Crystal Formation Task

Year 9 Science

What is a Crystal?

A crystal is a solid material that consists of atoms, molecules and ions that are arranged in an orederd pattern, extending in three spacial dimensions.

Some examples of crystals in nature are snowflakes, diamonds and common salts.
You could make crystals at home buy using; Epson salt and hot water or alum ( found in supermarkets in the spice section) and hot water. For more information go to


Day One- 1. Place 25 grams of potash alum in a beaker
2. Add 170 ml of hot water
3. Stir mixture until crystals have dissolved
4. Filter the warm solution through a filter funnel (with filter
paper inserted) into another clean beaker.
5. Cover the beaker with solution in it with a watch glass and set
aside in a cool sheltered place.
6. Allow it to stand overnight.

Day Two- 1. Observe the beaker of the solution. The bottom should have become a covered layer of small crystals.
2. Carefully pour off the solution above the crystals into a clean
beaker and set it aside.
3. If no crystals have formed you can add a crystal from the
original alum.
4. Let it stand overnight again.

Day Three- 1. Observe the changes of the crystals in the beaker.
2. If nothing has happened, crystal growth can be induced
by scratching the bottom of the beaker with a stirring rod.
3. Transfer one good crystal with tweezers to the beaker
containing the clear solution from before.
4. Take a picture of the crystal near a ruler and measure the
level of liquid.
5. Cover the solution with a loose-fitting paper that permits
the water to evaporate slowly.
6. Allow the solution to stand in a draft free area with no
direct sunlight. The aim is to keep the temperature as
constant as possible.

Once a Week- 1. After day three, once a week record the level of
the solution in the beaker without disturbing
the crystal.
2. Take a photo of your crystal with a ruler.
3. Estimate how much your crystal has grown.
4. If small crystals appear, carefully remove them or
remove the main crystal.
5. Dry it with a tissue
6. Carefully remove crystal buds.
7. Do not touch the crystal with your fingers.

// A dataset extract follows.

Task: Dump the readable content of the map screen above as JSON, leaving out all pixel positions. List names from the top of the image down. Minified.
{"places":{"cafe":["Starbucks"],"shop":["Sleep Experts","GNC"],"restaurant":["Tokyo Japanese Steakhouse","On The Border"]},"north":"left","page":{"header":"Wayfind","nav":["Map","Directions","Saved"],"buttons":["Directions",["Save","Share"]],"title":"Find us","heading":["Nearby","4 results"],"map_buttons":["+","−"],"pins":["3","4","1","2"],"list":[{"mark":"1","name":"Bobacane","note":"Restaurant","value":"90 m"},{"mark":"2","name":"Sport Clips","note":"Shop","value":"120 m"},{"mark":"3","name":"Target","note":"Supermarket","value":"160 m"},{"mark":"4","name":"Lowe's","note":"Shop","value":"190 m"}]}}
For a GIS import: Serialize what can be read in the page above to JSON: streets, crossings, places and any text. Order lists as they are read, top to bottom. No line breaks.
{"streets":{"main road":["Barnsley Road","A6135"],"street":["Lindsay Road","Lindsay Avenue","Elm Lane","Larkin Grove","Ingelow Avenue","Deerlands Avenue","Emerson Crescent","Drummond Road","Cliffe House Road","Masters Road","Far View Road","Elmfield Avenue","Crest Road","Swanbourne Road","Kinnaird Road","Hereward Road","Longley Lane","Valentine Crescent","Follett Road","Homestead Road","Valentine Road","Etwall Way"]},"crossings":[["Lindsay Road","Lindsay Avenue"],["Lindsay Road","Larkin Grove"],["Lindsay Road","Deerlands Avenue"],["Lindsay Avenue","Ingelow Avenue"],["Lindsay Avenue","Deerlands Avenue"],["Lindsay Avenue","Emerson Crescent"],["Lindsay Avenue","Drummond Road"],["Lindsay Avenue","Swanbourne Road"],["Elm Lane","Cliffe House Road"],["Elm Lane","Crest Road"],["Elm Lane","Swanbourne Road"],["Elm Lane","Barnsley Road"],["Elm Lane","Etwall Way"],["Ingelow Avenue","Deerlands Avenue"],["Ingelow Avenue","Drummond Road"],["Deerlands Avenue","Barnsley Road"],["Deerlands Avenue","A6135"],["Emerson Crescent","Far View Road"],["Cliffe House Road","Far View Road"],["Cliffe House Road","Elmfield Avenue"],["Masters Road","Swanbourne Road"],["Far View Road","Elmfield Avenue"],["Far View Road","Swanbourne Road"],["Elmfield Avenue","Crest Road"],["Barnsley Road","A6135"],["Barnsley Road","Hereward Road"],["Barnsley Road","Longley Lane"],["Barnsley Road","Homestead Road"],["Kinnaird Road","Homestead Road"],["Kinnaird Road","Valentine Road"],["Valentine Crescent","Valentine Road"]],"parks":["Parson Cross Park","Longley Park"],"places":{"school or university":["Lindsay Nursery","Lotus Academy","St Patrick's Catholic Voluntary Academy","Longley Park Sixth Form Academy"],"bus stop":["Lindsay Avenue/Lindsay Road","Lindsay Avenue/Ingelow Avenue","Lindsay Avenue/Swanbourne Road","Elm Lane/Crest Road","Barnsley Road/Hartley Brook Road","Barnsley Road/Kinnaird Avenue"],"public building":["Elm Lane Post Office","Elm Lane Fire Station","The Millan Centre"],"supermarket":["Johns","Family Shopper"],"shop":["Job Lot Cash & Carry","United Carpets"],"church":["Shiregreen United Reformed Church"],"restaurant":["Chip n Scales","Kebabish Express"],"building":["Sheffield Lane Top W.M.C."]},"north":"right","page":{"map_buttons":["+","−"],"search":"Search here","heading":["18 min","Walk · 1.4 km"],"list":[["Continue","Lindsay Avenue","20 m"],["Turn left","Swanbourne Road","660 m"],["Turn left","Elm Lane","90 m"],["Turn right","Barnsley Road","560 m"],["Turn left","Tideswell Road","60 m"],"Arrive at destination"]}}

After Ten Weeks- 1. Remove the crystal carefully from the beaker.
2. Dry it with a tissue.
3. Use a ruler to measure its length, width and height.
4. Compare the measurements with the size of your
original crystal.
5. Take photos.

Your crystals vary in different shapes and sizes depending on what chemicals you use to make them.
Different crystals include: -Amethyst
-Cactus Crystal
- Clusters
When light passes through crystals from more dense to less dense light is refracted.
Some optimum conditions for crystal growth:
-Do not keep in the dark
-Don't crystalize to concentrated.
-Don't hurry.


Clear water like substance.
5.5cm water.


Little specks of crystals forming on the bottom of the jar.
On top still a water like substance is present.
3.9cm water.


Some more little specks of crystals and some of the lager crystals keep growing.
Clear water like solution on top.
3cm water


Larger crystals are growing but the smaller crystals are shrinking.
Clear water like solution on top.
3.2 cm water.


My crests grew well at the beginning but during the holidays they started to shrink.
My crystals were about 1cm wide and 0.4cm thick.
When you look through the crystal in sunlight you can see that light is refracted.You can see through the crystal, but the image on the other side seems zoomed in.

Overall this experiment wasnt very successful. My crystals didnt grow very big and towards the end the water level seemed to be rising. If i was to do this experiment again i would keep my crystals in a cupboard rather than in a dark corner. Apart from that i really enjoyed this experiment.